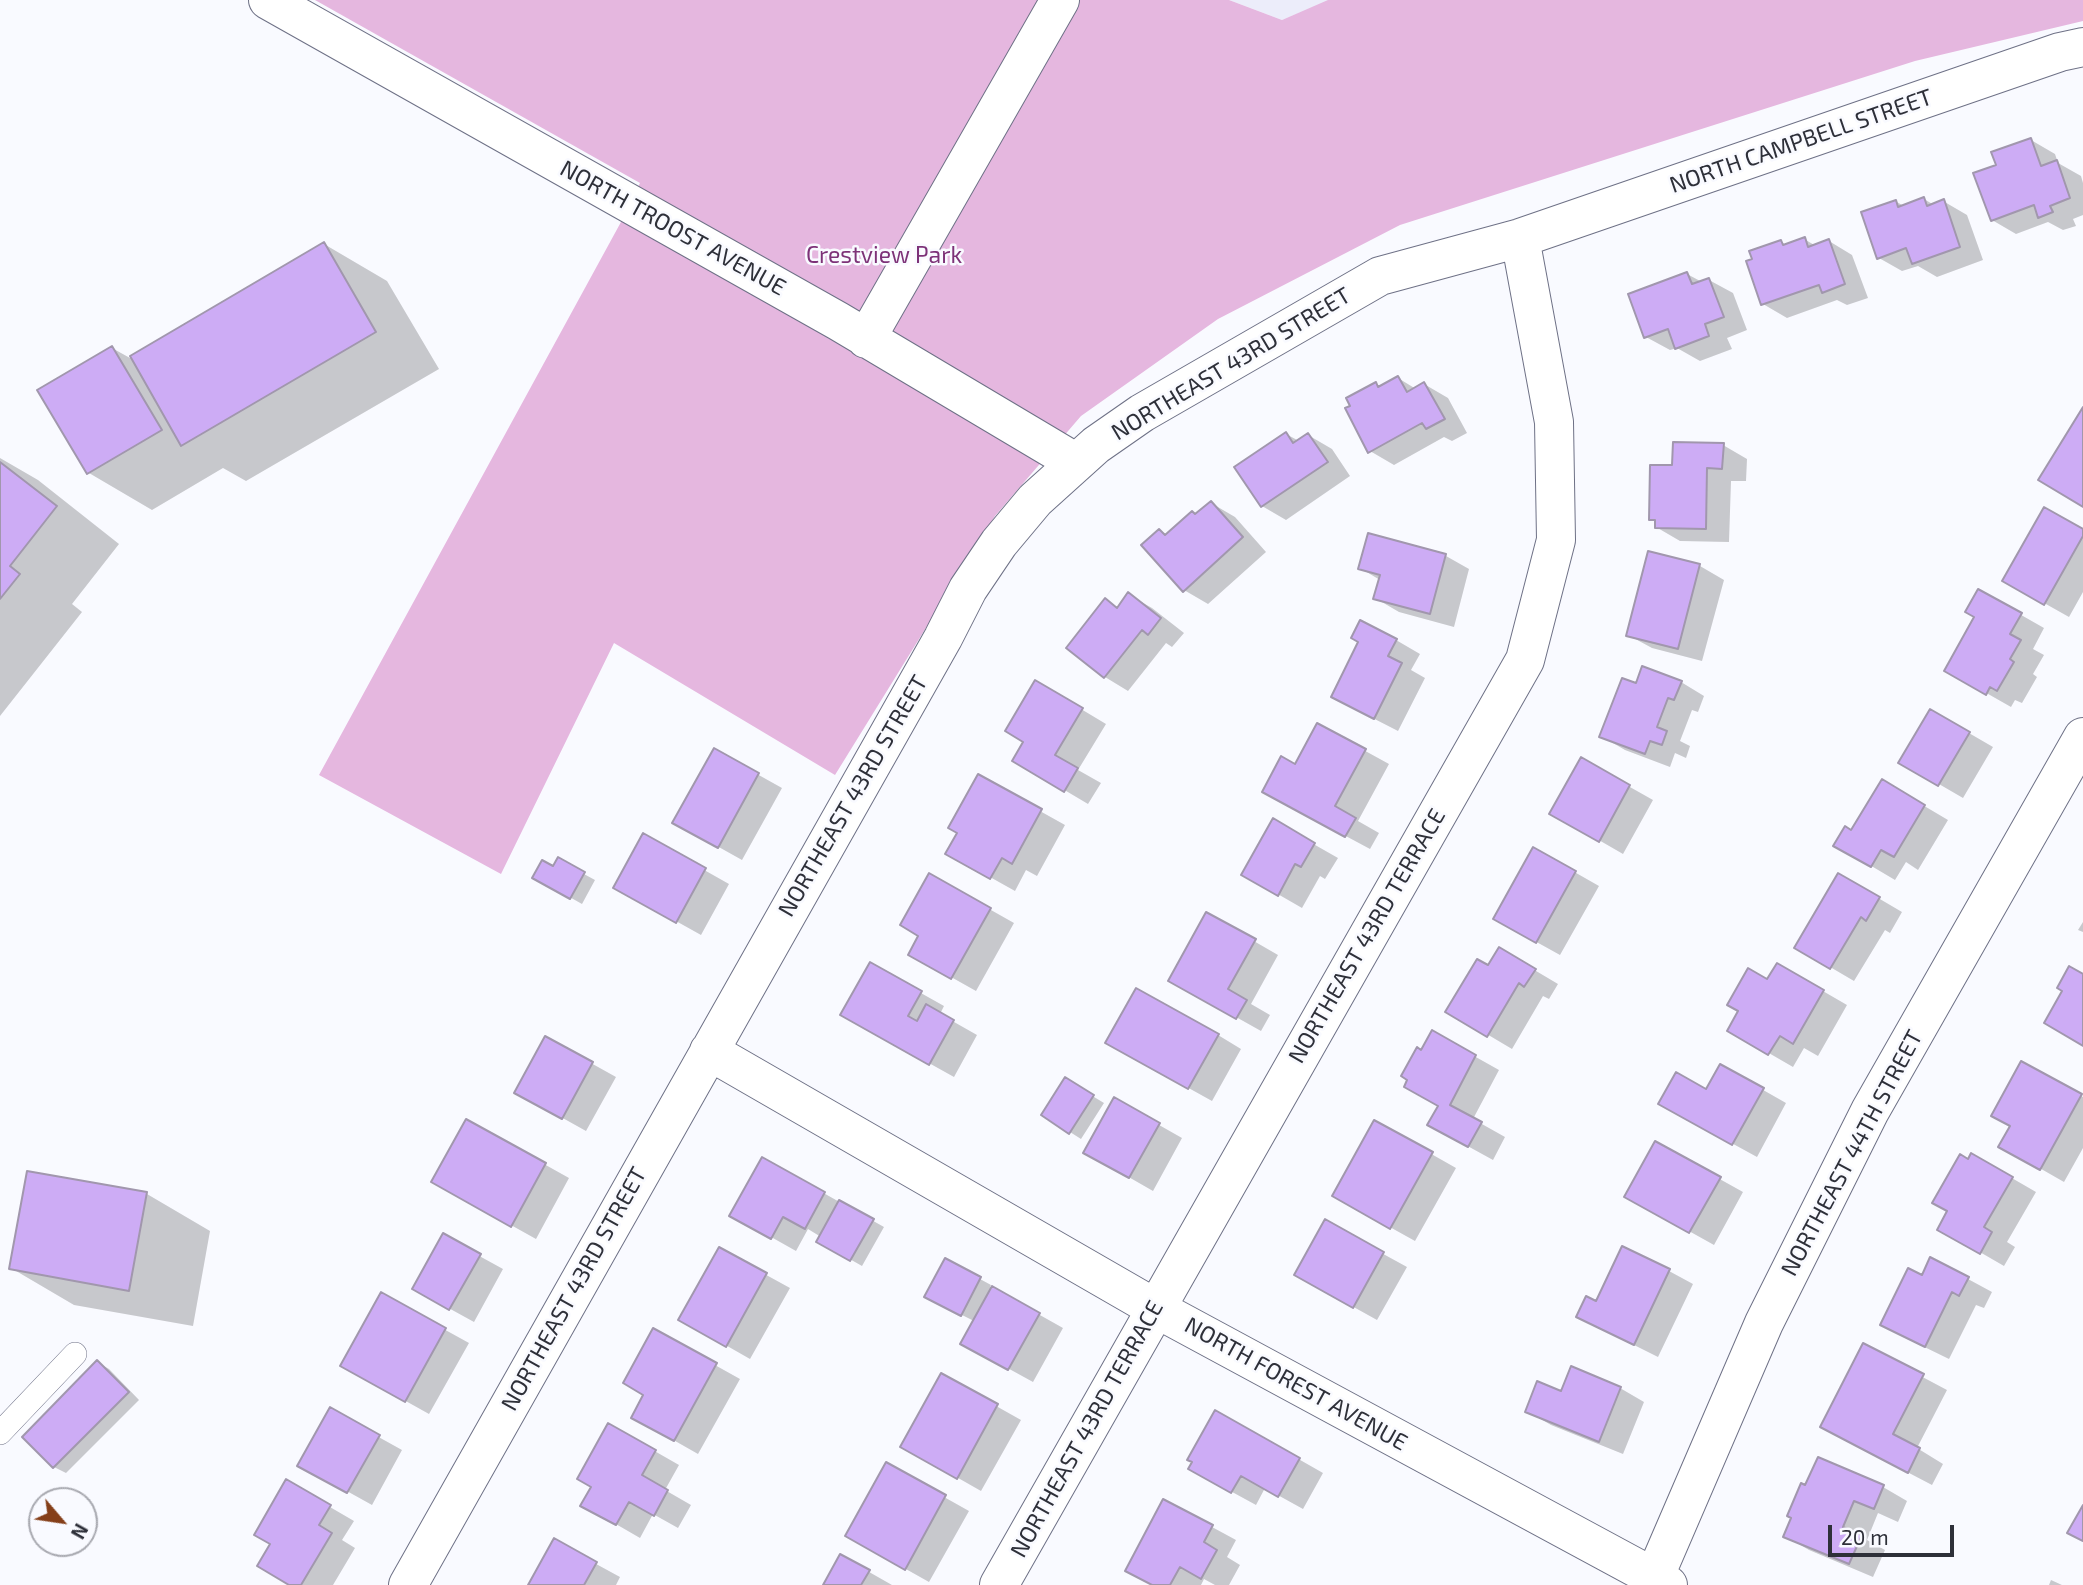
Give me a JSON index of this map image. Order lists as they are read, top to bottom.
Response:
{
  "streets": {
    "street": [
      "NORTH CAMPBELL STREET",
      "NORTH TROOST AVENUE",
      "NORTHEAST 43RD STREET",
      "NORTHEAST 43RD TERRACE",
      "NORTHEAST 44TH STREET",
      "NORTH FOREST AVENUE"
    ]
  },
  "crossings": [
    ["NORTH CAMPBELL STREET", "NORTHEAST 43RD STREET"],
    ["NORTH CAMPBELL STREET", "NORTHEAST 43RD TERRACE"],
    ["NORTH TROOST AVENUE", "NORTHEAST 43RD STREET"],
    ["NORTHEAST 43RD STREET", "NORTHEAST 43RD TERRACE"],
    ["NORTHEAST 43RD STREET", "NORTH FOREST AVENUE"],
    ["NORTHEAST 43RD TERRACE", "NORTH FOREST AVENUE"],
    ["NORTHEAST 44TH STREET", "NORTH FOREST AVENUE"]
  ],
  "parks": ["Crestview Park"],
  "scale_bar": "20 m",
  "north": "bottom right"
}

::::

**What you should do:** If a picture appears in the records, omit it and print everything else exactly.

**Task answer:**
Give me a JSON index of this map image. Order lists as they are read, top to bottom.
Response:
{
  "streets": {
    "street": [
      "NORTH CAMPBELL STREET",
      "NORTH TROOST AVENUE",
      "NORTHEAST 43RD STREET",
      "NORTHEAST 43RD TERRACE",
      "NORTHEAST 44TH STREET",
      "NORTH FOREST AVENUE"
    ]
  },
  "crossings": [
    ["NORTH CAMPBELL STREET", "NORTHEAST 43RD STREET"],
    ["NORTH CAMPBELL STREET", "NORTHEAST 43RD TERRACE"],
    ["NORTH TROOST AVENUE", "NORTHEAST 43RD STREET"],
    ["NORTHEAST 43RD STREET", "NORTHEAST 43RD TERRACE"],
    ["NORTHEAST 43RD STREET", "NORTH FOREST AVENUE"],
    ["NORTHEAST 43RD TERRACE", "NORTH FOREST AVENUE"],
    ["NORTHEAST 44TH STREET", "NORTH FOREST AVENUE"]
  ],
  "parks": ["Crestview Park"],
  "scale_bar": "20 m",
  "north": "bottom right"
}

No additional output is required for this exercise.